Having been in opposition for so long, it is only natural that the new team would want to appear as if it is reinventing the wheel. This may explain the all-too-apparent urge of some enthusiastic ministers to tweak projects directly inherited from the Nationalist Administration.

However, they would soon have to come down to earth and get to grips with problems they might have thought were easy to tackle when they were sitting on the Opposition benches.

Controlling government expenditure is one of them.

Making the most, for propaganda purposes, of the Nationalists’ blunder over the honoraria issue, is, of course, par for the course in electioneering.

The way in which Dr Muscat ‘rented’ his own car to himself, at the Government’s expense, may not exactly fit into the same category of blunders but political opponents relished what appeared to them to be a self-service move on the part of the Prime Minister.

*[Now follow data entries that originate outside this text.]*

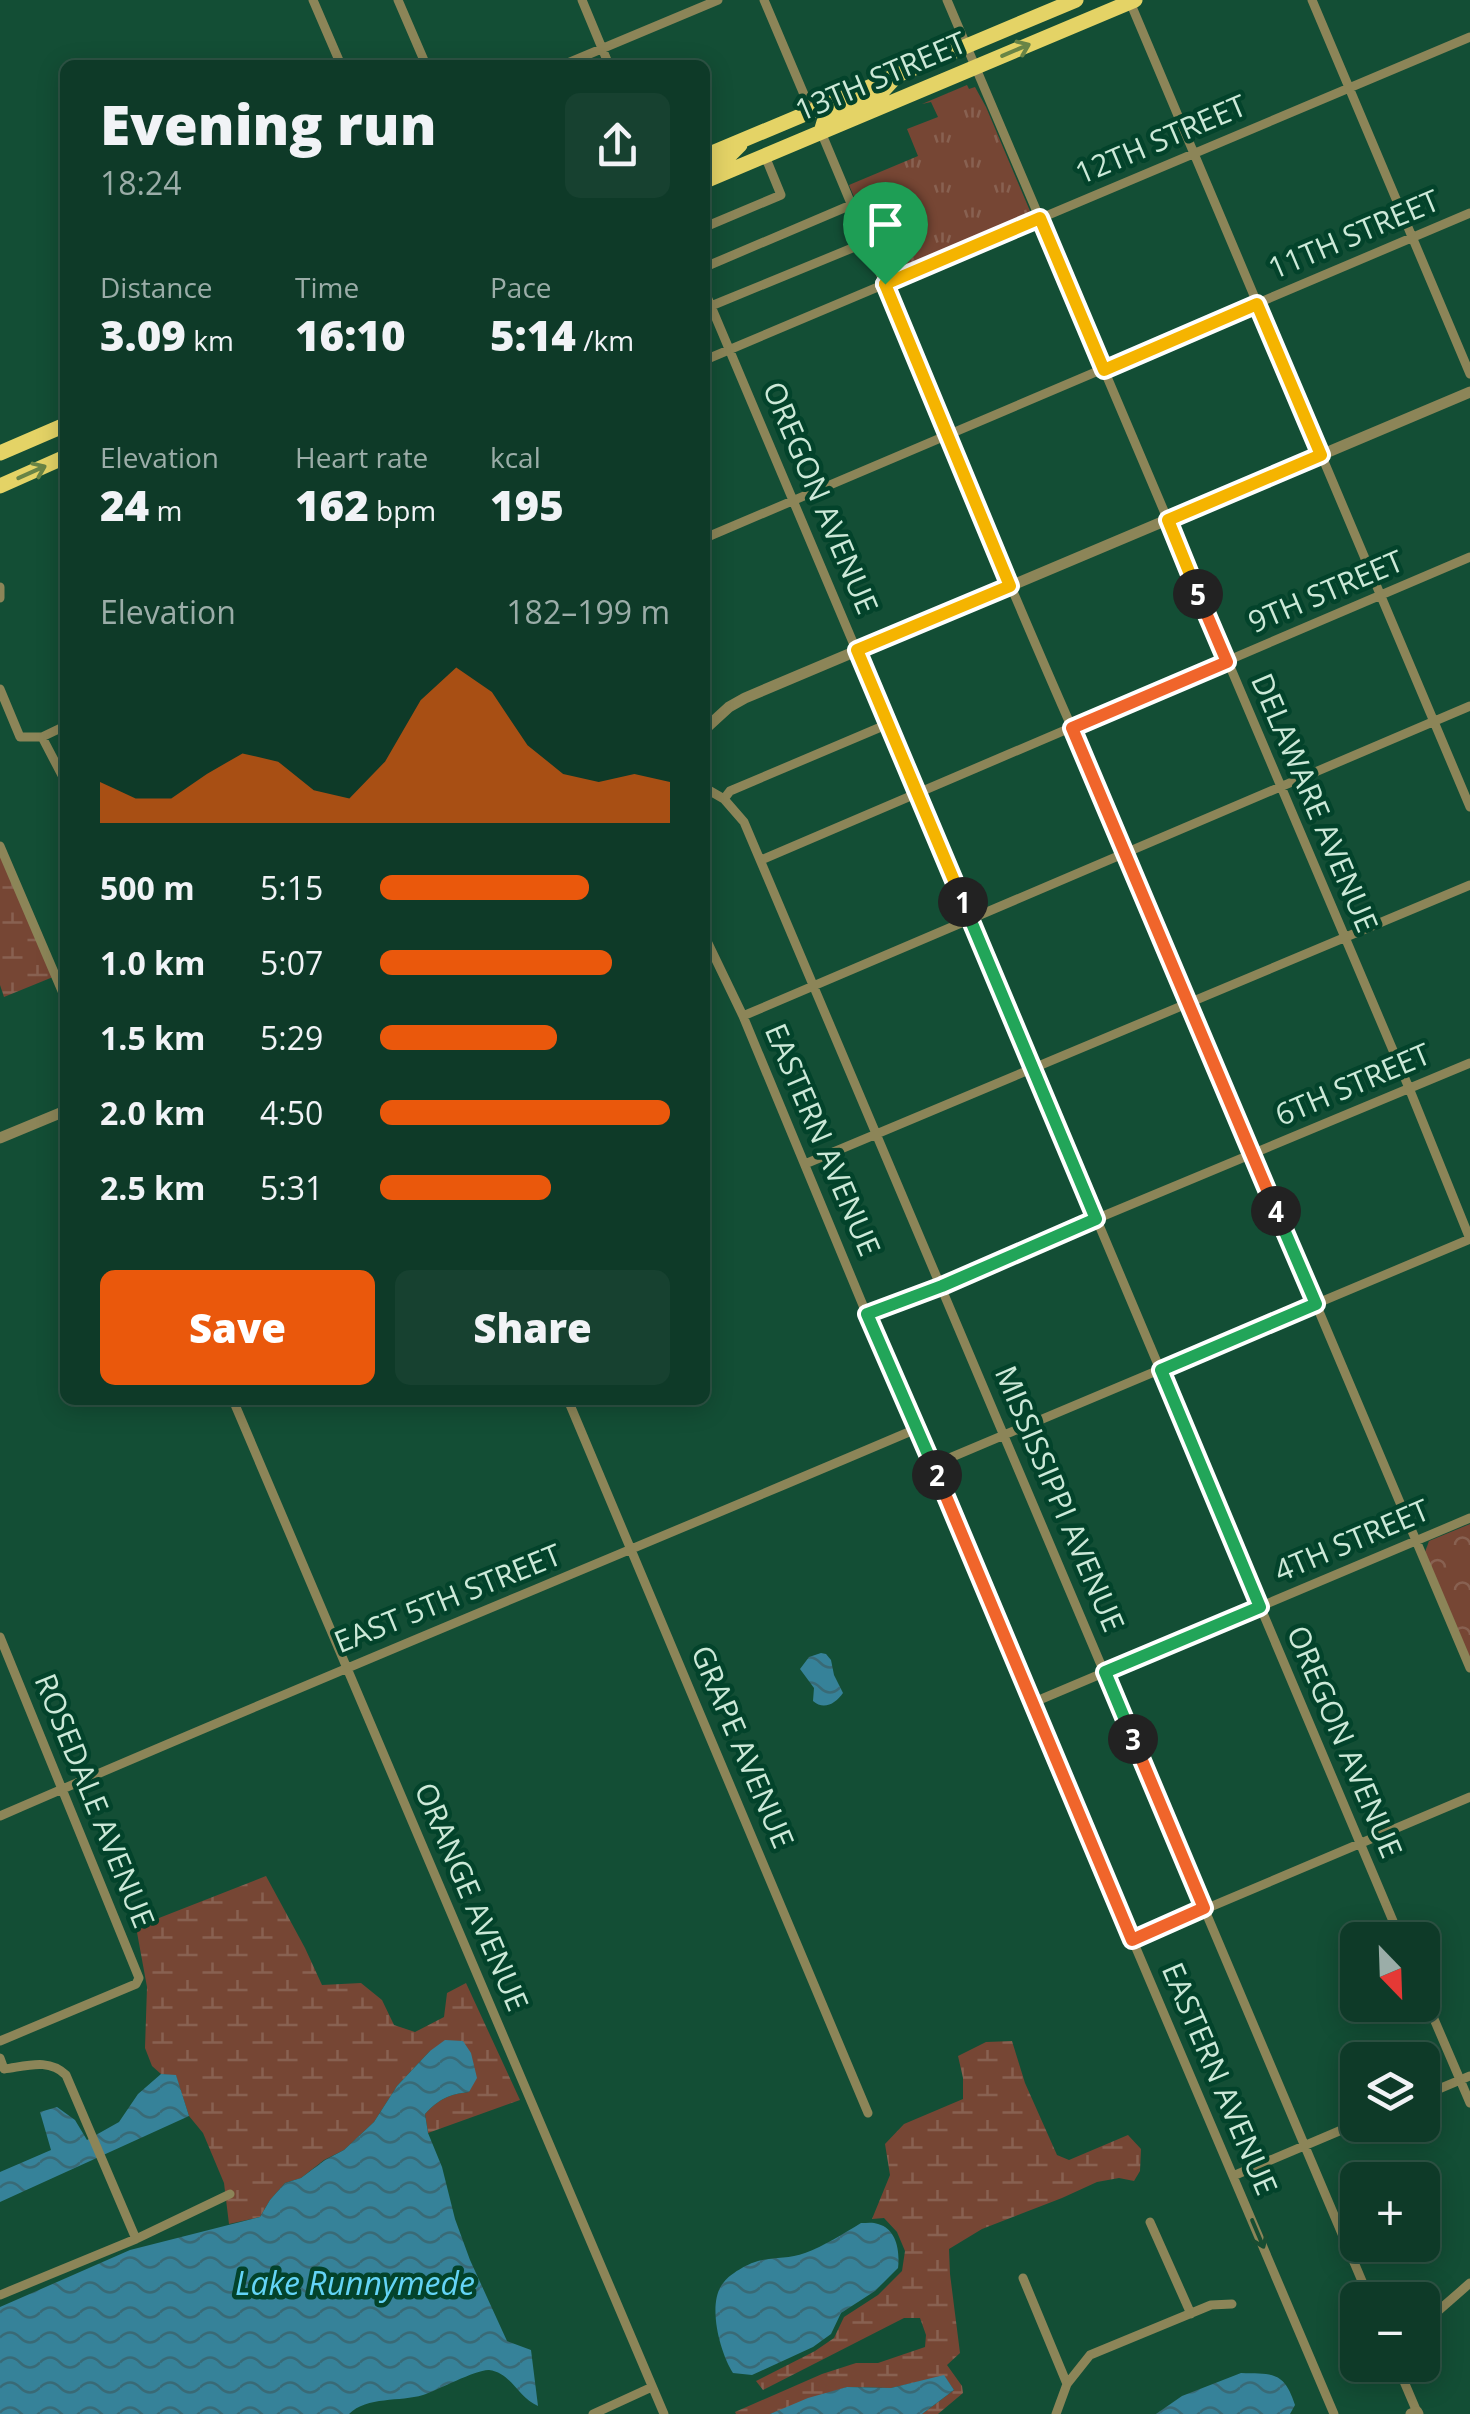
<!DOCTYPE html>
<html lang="en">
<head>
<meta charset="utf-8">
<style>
	body { margin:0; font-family:"Open Sans",sans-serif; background:#174130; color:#f1f3f6; height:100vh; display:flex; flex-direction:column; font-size:38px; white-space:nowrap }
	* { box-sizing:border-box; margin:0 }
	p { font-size:32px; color:#9bada8 }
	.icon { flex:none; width:55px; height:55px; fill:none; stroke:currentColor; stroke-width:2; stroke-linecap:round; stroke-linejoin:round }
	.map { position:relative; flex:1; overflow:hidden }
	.side { position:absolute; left:60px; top:60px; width:650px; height:1345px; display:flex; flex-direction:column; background:#0e3a28; border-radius:15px; box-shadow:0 5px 25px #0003,0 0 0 2px #2e5445 }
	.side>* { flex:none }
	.needle { width:65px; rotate:157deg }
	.buttons { position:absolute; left:1340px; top:1922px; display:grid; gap:20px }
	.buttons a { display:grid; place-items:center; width:100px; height:100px; border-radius:15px; background:#0e3a28; box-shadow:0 5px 25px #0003,0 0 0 2px #2e5445; font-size:50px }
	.pin { position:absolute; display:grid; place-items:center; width:85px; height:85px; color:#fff; margin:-102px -42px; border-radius:50% 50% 50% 0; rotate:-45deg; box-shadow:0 0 10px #0007 }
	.pin .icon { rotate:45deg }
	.km { position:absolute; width:50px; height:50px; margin:-25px; border-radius:50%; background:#222; color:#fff; font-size:28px; line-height:50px; text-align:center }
	.round { display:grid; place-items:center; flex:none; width:105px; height:105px; border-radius:15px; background:#174130 }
	.head { display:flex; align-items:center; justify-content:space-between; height:170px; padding:0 40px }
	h1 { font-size:55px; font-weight:800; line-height:75px }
	.figures { display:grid; grid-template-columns:repeat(3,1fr); gap:15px; height:170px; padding:10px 40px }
	.figures div { display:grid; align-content:center }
	.figures b { font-size:42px; font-weight:800 }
	.figures small { font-size:28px; font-weight:400 }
	.figures p { font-size:28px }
	.chart { height:280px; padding:20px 40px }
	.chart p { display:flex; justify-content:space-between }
	.chart svg { width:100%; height:180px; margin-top:10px; fill:#ea580c; opacity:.7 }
	.button { display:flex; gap:20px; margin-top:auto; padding:20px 40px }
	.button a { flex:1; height:115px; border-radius:15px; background:#ea580c; color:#fff; font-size:40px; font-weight:800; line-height:115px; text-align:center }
	.button a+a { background:#174130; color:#f1f3f6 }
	ul { padding:0 40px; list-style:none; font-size:32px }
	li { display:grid; grid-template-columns:160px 120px 1fr; align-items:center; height:75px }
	li i { height:25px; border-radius:12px; background:#ea580c }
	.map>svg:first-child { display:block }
</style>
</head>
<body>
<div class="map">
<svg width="1470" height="2414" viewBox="0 0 1470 2414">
	<defs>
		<pattern id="grass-tufts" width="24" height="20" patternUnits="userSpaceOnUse" patternTransform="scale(2.5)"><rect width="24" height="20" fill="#764634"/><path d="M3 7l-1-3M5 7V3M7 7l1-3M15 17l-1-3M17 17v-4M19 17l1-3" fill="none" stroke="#886151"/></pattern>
		<pattern id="forest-crowns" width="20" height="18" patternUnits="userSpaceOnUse" patternTransform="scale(2.5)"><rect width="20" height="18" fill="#764634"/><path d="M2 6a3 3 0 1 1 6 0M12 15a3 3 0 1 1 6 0" fill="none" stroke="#886151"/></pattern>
		<pattern id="wetland-marsh" width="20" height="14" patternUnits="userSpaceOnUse" patternTransform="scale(2.5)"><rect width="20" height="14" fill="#764634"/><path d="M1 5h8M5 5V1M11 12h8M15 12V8" fill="none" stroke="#886151"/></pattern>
		<pattern id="water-waves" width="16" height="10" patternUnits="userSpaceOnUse" patternTransform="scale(2.5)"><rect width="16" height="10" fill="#368299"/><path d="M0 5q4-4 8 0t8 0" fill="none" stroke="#396a76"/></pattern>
	</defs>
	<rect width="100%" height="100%" fill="#134e35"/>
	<path fill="url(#grass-tufts)" d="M967,85L969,89L975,87L986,107L1030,211L1023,220L898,273L886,272L849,185L918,156L907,129L938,117L931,102L922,104Z"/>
	<path fill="url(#forest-crowns)" d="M1470,1524V1658L1425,1552L1429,1541Z"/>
	<path fill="url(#wetland-marsh)" d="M0,854L53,977L4,997L0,985Z
		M266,1876L305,1948L322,1985L361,1983L382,2000L394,2025L415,2032L444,2017L447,1993L466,1983L520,2100L428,2133L425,2114C439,2099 449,2094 469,2092L430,2051L397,2086L374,2122L344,2150L324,2160L301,2178L285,2183L270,2200L260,2217L229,2224L224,2183L203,2133L189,2116L176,2076L161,2074L152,2066L145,2048L147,1987L136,1927Z
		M1012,2041L1025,2083L1057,2155L1069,2160L1128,2135L1141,2149L1140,2171L1134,2181L1119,2178L1097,2182L1062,2198L982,2229L949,2249L950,2274L960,2353L947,2365L962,2386L963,2393L938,2414H922L954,2390L944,2376L891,2388L847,2387L770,2414H736L735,2412L822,2374L856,2363H878L925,2347L926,2335L920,2318H904L763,2390L756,2381L815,2351L834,2338L844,2317L878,2295L902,2271L905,2251L897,2232L884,2218L872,2219L890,2175L885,2144L904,2124L963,2099V2078L958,2056L986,2042Z"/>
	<path fill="url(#water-waves)" d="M821,1653L826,1654L831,1660L834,1675L843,1693C836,1703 824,1711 813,1701L814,1688L800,1669L809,1657Z
		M445,2040L463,2041L471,2053L477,2078L469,2092C449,2094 439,2099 425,2114L428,2133L442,2167L455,2219L470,2260L507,2341L531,2350L538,2406C518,2398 512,2373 489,2370C477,2369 438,2390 423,2395C400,2402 367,2396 349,2414H0V2307L130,2250L260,2217L270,2200L285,2183L301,2178L325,2160L344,2150L374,2122L397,2086L430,2051Z
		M161,2074L176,2075L189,2116L0,2202V2172L51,2150L40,2112L57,2107L75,2120L87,2140L119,2122L138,2094Z
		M861,2223C867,2223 873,2222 878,2224C897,2229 900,2252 898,2268L875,2291L841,2313L831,2334L813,2347L752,2375L733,2373C720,2353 706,2302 724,2282C730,2274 747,2264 758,2261C773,2257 789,2259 805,2253C824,2246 843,2234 861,2223Z
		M1241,2373C1273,2374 1284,2371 1295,2405L1290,2414H1156L1182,2396Z
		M944,2375L954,2390L922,2414H770L808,2398L847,2387L891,2388Z"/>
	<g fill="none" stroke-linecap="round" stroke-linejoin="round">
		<path stroke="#8c8558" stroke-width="9" d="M313,0L341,65
			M398,0L426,65
			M582,0L609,65
			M764,0L811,111
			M1312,0L1470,374
			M1130,2L1470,807
			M563,65L718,0
			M821,132C905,331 985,531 1072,728L1470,1668
			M705,227L781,195L765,156
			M705,267L851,205
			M705,292L1401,1940
			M711,306L867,242
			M705,360L1470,37
			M705,538L1470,213
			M0,587V598
			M63,640L65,643
			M0,689L20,737H42L65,726
			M42,737L65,781
			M705,788L724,799L744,822L1370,2300
			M724,799L730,791L888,724
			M0,846L65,998
			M761,860L1470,557
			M705,937L743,1016L867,1315L1334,2414
			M743,1016L1470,706
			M805,1164L1470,885
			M867,1315L942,1286L1096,1219L1470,1063
			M233,1400L664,2414
			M568,1400L868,2113
			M933,1465L1470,1239L1409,1088L947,0
			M0,1637L139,1978L136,1984L0,2041
			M1032,1703L1470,1518
			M0,1816C304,1684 611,1559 916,1429
			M1132,1940L1470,1797
			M1422,1991L1470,2103
			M0,2058L4,2069C27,2066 49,2058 66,2075L136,2239
			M1422,2096L1470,2076
			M1233,2176L1358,2123
			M1150,2222L1191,2314
			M1023,2278L1067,2384
			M0,2295L136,2239L230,2194
			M1422,2325L1470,2283
			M1397,2365L1417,2412
			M593,2414L652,2387
			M1056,2414L1067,2384L1090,2355L1211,2305L1232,2304"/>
		<path stroke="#8c8558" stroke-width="11" d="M705,729L729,707L745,698L1470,392
			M0,1138L65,1111
			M1411,2414L1417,2412L1418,2414"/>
		<path stroke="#e4d366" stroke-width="15" d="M821,132L824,122L830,116L880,94L892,81
			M705,156L1076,0
			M705,169L725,160L740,145
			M705,181L1135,0
			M0,453L65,425
			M0,486L65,457"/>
	</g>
	<defs><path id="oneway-shaft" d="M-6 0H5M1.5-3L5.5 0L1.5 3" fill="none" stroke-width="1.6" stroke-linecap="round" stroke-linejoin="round" transform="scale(2.5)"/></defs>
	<g stroke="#688446">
		<use href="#oneway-shaft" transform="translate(1016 50) rotate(-23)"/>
		<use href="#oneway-shaft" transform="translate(32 472) rotate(-24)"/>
	</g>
	<use stroke="#184d32" href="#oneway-shaft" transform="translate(1258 2234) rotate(67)"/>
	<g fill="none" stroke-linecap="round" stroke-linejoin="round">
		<g stroke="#fff" stroke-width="20">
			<path id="split-1" d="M885,284L1010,586L857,650L963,902"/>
		</g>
		<g stroke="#fff" stroke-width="20">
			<path id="split-2" d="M937,1475L867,1314L942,1286L1096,1219L963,902"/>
		</g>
		<g stroke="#fff" stroke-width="20">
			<path id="split-3" d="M937,1475L1132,1940L1204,1908L1133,1739"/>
		</g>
		<g stroke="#fff" stroke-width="20">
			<path id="split-4" d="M1133,1739L1105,1672L1260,1607L1161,1370L1316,1304L1276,1211"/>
		</g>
		<g stroke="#fff" stroke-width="20">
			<path id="split-5" d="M1198,594L1227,662L1072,728L1276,1211"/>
		</g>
		<g stroke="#fff" stroke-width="20">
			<path id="split-6" d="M885,284L1040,218L1104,370L1257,304L1321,455L1168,520L1198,594"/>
		</g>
		<use href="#split-1" stroke="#f5b400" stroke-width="12"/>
		<use href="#split-2" stroke="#22a559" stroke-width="12"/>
		<use href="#split-3" stroke="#f0652b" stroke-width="12"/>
		<use href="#split-4" stroke="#22a559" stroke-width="12"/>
		<use href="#split-5" stroke="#f0652b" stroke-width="12"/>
		<use href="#split-6" stroke="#f5b400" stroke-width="12"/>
	</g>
	<g text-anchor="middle" stroke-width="9" stroke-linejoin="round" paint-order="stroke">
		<g font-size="30" fill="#cce9d8" stroke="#03432b">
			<text transform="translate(881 77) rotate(-23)" y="10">13TH STREET</text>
			<text transform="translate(1161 140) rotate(-23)" y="10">12TH STREET</text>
			<text transform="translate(1354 235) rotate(-23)" y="10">11TH STREET</text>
			<text transform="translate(820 498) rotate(67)" y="10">OREGON AVENUE</text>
			<text transform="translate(1326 592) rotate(-23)" y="10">9TH STREET</text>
			<text transform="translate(1314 803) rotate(67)" y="10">DELAWARE AVENUE</text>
			<text transform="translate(1353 1085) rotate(-23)" y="10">6TH STREET</text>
			<text transform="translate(822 1140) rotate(67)" y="10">EASTERN AVENUE</text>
			<text transform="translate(1059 1499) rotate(67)" y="10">MISSISSIPPI AVENUE</text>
			<text transform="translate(1352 1541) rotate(-23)" y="10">4TH STREET</text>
			<text transform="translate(448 1599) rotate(-22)" y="10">EAST 5TH STREET</text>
			<text transform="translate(1344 1742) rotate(67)" y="10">OREGON AVENUE</text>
			<text transform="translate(742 1747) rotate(67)" y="10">GRAPE AVENUE</text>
			<text transform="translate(94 1801) rotate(68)" y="10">ROSEDALE AVENUE</text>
			<text transform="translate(471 1897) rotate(67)" y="10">ORANGE AVENUE</text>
			<text transform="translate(1219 2079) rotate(67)" y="10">EASTERN AVENUE</text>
		</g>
		<g font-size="32" font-style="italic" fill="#64d4f6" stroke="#03432b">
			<text x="355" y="2295">Lake Runnymede</text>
		</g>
	</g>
</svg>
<div class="buttons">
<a><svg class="needle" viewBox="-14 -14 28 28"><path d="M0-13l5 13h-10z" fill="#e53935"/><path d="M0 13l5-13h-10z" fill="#9bada8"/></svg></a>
<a><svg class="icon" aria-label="layers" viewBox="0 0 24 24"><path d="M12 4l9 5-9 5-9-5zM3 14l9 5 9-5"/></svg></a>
<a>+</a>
<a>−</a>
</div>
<div class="pin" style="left:885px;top:284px;background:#1e9e55"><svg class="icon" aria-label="arrive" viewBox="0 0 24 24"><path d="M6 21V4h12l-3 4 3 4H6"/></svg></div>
<b class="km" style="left:963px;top:902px">1</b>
<b class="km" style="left:937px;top:1475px">2</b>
<b class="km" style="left:1133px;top:1739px">3</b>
<b class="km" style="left:1276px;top:1211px">4</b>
<b class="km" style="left:1198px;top:594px">5</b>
<section class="side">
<div class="head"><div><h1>Evening run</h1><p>18:24</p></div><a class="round"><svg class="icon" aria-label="share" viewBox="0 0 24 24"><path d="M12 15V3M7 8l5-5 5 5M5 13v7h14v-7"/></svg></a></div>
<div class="figures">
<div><p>Distance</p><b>3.09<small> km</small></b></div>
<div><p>Time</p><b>16:10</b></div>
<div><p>Pace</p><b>5:14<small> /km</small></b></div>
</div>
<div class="figures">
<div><p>Elevation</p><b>24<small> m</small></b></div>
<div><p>Heart rate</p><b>162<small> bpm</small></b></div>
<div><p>kcal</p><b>195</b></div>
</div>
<div class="chart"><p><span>Elevation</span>182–199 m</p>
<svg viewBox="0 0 160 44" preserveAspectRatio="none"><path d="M0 44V34L10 38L20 38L30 32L40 27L50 29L60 36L70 38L80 29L90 14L100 6L110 12L120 25L130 32L140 34L150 32L160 34V44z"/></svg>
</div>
<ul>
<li><b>500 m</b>5:15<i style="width:72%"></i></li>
<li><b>1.0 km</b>5:07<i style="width:80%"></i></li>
<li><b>1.5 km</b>5:29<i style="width:61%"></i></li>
<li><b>2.0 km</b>4:50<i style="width:100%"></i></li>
<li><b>2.5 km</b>5:31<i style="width:59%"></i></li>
</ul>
<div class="button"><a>Save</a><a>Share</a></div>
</section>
</div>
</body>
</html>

Far more damaging in the eyes of those expecting a higher level of national financial propriety is Dr Muscat’s decision to expand the Cabinet to a size that is now considered to be one of the largest in Malta’s parliamentary history.

Having a Cabinet costing €32 million more over the five-year legislature is no joke. Was this necessary? Dr Muscat obviously thinks it was but the people have yet to see whether the end result justifies such a hefty increase.

The question is: can such a minuscule island afford such a super-size Cabinet? Many would say it does not.

The Government is insisting that, despite recent warnings by the European Commission and the International Monetary Fund, it will still be able to bring the deficit in its finances down to below the three per cent threshold this year.

According to the Commission, Malta’s budget deficit forecast for this financial year is wrong and will, in fact, be higher than the threshold.

It will take time to see who is right or wrong but, whatever the projections, the Government has to exercise greater control on expenditure. This is easier said than done but, shortly after assuming office as Finance Minister, Edward Scicluna said that the three big pressures in his ministry were health, education and social payments.

He said in one interview that “new structures” had to be introduced to ease such pressures, arguing, for example, that they had to change management styles and organisational set-ups to make them more efficient. This will, of course, help a great deal but will it make the sectors financially sustainable?

With costs piling up all the time, Malta will eventually have to face the issue of sustainability with the seriousness the subject deserves.